Windfalls come to you by selling a home or business, or through an inheritance.


But you can lose a windfall as fast as you receive it, because windfalls involve large lump sums of money that you may not have experience in managing. So what do you do with a windfall in the short to medium term?


Let’s assume you want to park the cash for between six months and two years in preparation to buy another home or start a new business in the near future. I would begin by consulting an accountant to understand your tax exposure. This could save you tens of thousands in taxes right off the bat. Next, I would tell anyone without investment expertise to consult with a financial planner. But before that, you should get up to speed on the “cash” and other straightforward investments that are available to you.


Let’s look at several different options that offer low risk and regular income.

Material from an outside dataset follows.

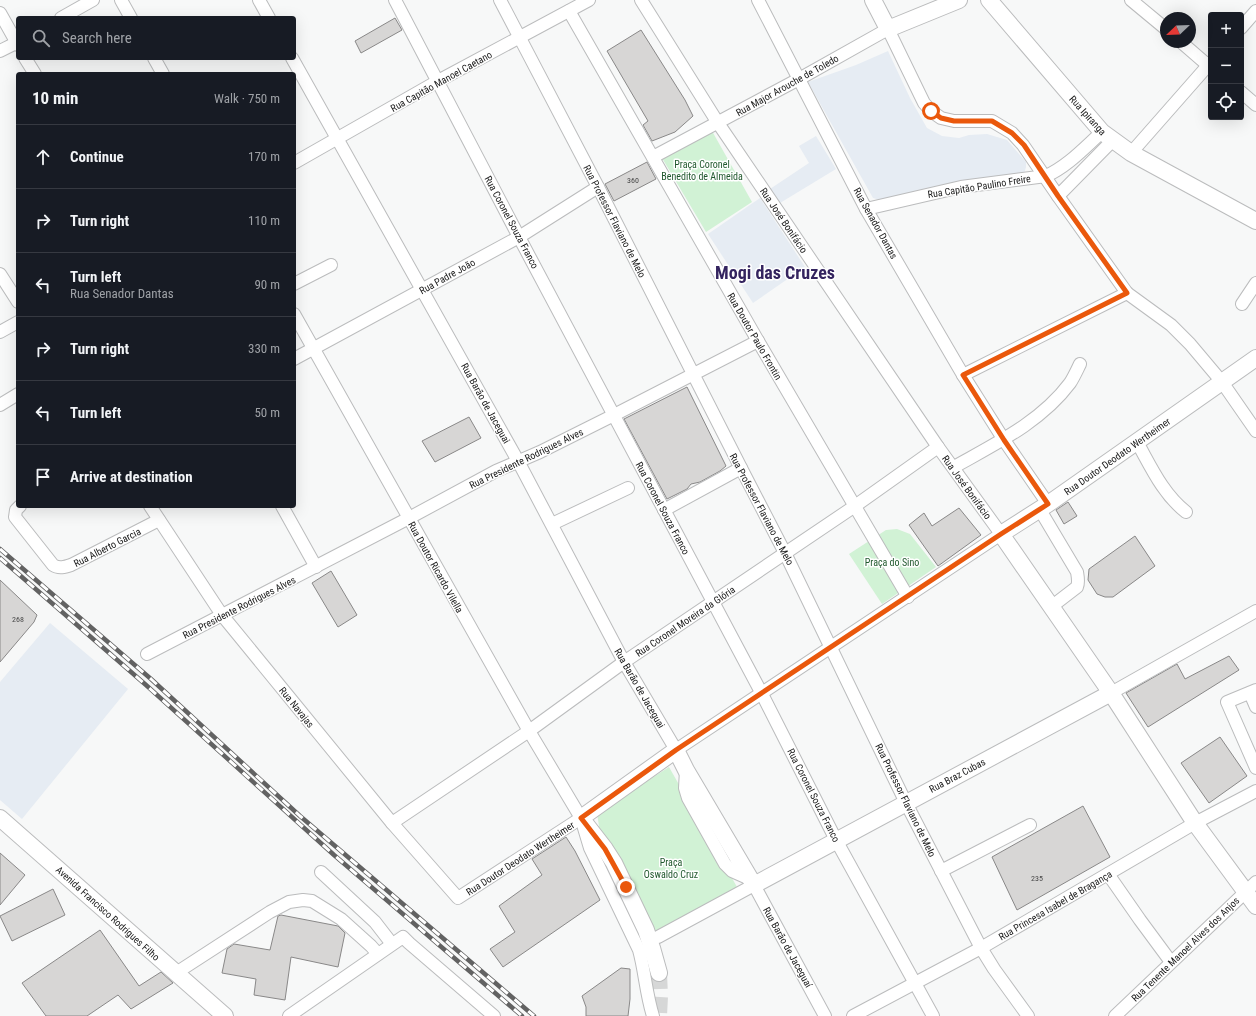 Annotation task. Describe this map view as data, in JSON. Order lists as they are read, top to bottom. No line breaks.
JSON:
{"streets":{"main road":["Rua Major Arouche de Toledo","Rua Ipiranga","Rua Doutor Deodato Wertheimer","Rua Braz Cubas","Avenida Francisco Rodrigues Filho","Rua Barão de Jaceguaí"],"street":["Rua Capitão Manoel Caetano","Rua Capitão Paulino Freire","Rua José Bonifácio","Rua Professor Flaviano de Melo","Rua Coronel Souza Franco","Rua Senador Dantas","Rua Padre João","Rua Doutor Paulo Frontin","Rua Barão de Jaceguai","Rua Presidente Rodrigues Alves","Rua Alberto Garcia","Rua Doutor Ricardo Vilella","Rua Coronel Moreira da Glória","Rua Navajas","Rua Princesa Isabel de Bragança","Rua Tenente Manoel Alves dos Anjos"]},"crossings":[["Rua Capitão Manoel Caetano","Rua Professor Flaviano de Melo"],["Rua Capitão Manoel Caetano","Rua Coronel Souza Franco"],["Rua Capitão Manoel Caetano","Rua Doutor Paulo Frontin"],["Rua Capitão Manoel Caetano","Rua Barão de Jaceguai"],["Rua Major Arouche de Toledo","Rua José Bonifácio"],["Rua Major Arouche de Toledo","Rua Senador Dantas"],["Rua Major Arouche de Toledo","Rua Doutor Paulo Frontin"],["Rua Ipiranga","Rua Capitão Paulino Freire"],["Rua Capitão Paulino Freire","Rua Senador Dantas"],["Rua José Bonifácio","Rua Doutor Deodato Wertheimer"],["Rua José Bonifácio","Rua Coronel Moreira da Glória"],["Rua Professor Flaviano de Melo","Rua Padre João"],["Rua Professor Flaviano de Melo","Rua Doutor Deodato Wertheimer"],["Rua Professor Flaviano de Melo","Rua Presidente Rodrigues Alves"],["Rua Professor Flaviano de Melo","Rua Coronel Moreira da Glória"],["Rua Professor Flaviano de Melo","Rua Braz Cubas"],["Rua Professor Flaviano de Melo","Rua Princesa Isabel de Bragança"],["Rua Coronel Souza Franco","Rua Padre João"],["Rua Coronel Souza Franco","Rua Doutor Deodato Wertheimer"],["Rua Coronel Souza Franco","Rua Presidente Rodrigues Alves"],["Rua Coronel Souza Franco","Rua Coronel Moreira da Glória"],["Rua Coronel Souza Franco","Rua Braz Cubas"],["Rua Coronel Souza Franco","Rua Princesa Isabel de Bragança"],["Rua Senador Dantas","Rua Doutor Deodato Wertheimer"],["Rua Padre João","Rua Barão de Jaceguai"],["Rua Padre João","Rua Doutor Ricardo Vilella"],["Rua Doutor Paulo Frontin","Rua Doutor Deodato Wertheimer"],["Rua Doutor Paulo Frontin","Rua Presidente Rodrigues Alves"],["Rua Doutor Paulo Frontin","Rua Coronel Moreira da Glória"],["Rua Barão de Jaceguai","Rua Doutor Deodato Wertheimer"],["Rua Barão de Jaceguai","Rua Presidente Rodrigues Alves"],["Rua Barão de Jaceguai","Rua Coronel Moreira da Glória"],["Rua Barão de Jaceguai","Rua Barão de Jaceguaí"],["Rua Doutor Deodato Wertheimer","Rua Doutor Ricardo Vilella"],["Rua Doutor Deodato Wertheimer","Rua Navajas"],["Rua Doutor Deodato Wertheimer","Rua Barão de Jaceguaí"],["Rua Presidente Rodrigues Alves","Rua Doutor Ricardo Vilella"],["Rua Presidente Rodrigues Alves","Rua Navajas"],["Rua Alberto Garcia","Rua Navajas"],["Rua Doutor Ricardo Vilella","Rua Coronel Moreira da Glória"],["Rua Coronel Moreira da Glória","Rua Navajas"],["Rua Braz Cubas","Rua Barão de Jaceguaí"]],"districts":["Mogi das Cruzes"],"parks":["Praça Coronel Benedito de Almeida","Praça do Sino","Praça Oswaldo Cruz"],"house_numbers":["360","268","235"],"north":"bottom left","page":{"map_buttons":["+","−"],"search":"Search here","heading":["10 min","Walk · 750 m"],"list":[["Continue","170 m"],["Turn right","110 m"],["Turn left","Rua Senador Dantas","90 m"],["Turn right","330 m"],["Turn left","50 m"],"Arrive at destination"]}}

  • You can look into ‘bonus’ savings accounts which offer better returns than traditional at-call products.
    But be careful. Bonus accounts often promise high interest rates for three or four months-or some other catch-before dropping back to an unattractive rate. And they will typically cap how much you can invest in the account.
  • You might also consider term deposits of between three and 12 months. They generally provide better interest rates than at-call deposits, however, you should know that your money will be locked away for the term. Some banks allow you to break TDs, but please read the fine print.
  • Have a look at actively managed cash funds, which invest in deposits and floating-rate Australian bank bonds. They carry slightly higher risk than a vanilla deposit, but they have delivered returns between four percent and five percent. Look for products that allow you to move your money in and out, and those where the fund manager is invested alongside you.
  • Another option is ASX listed bonds. The more highly-rated bank bonds are paying between four and five percent annually. You can buy these yourself in the same way you buy shares, or you can outsource the decision-making to professionals via an actively managed cash fund.
  • I’d steer away from fixed-rate bonds and toward variable-rate bonds whose interest rates increase when the RBA increases its cash rate. Fixed-rate bonds are likely to suffer if the RBA raises rates.
  • Finally, don’t put all your money into one solution. Spread it across an at-call account, TDs, cash funds and ASX bonds. And, if you’re not being advised and you’re not an expert, don’t feel pressured into buying equities or any higher risk investment where there is a greater chance of losing capital.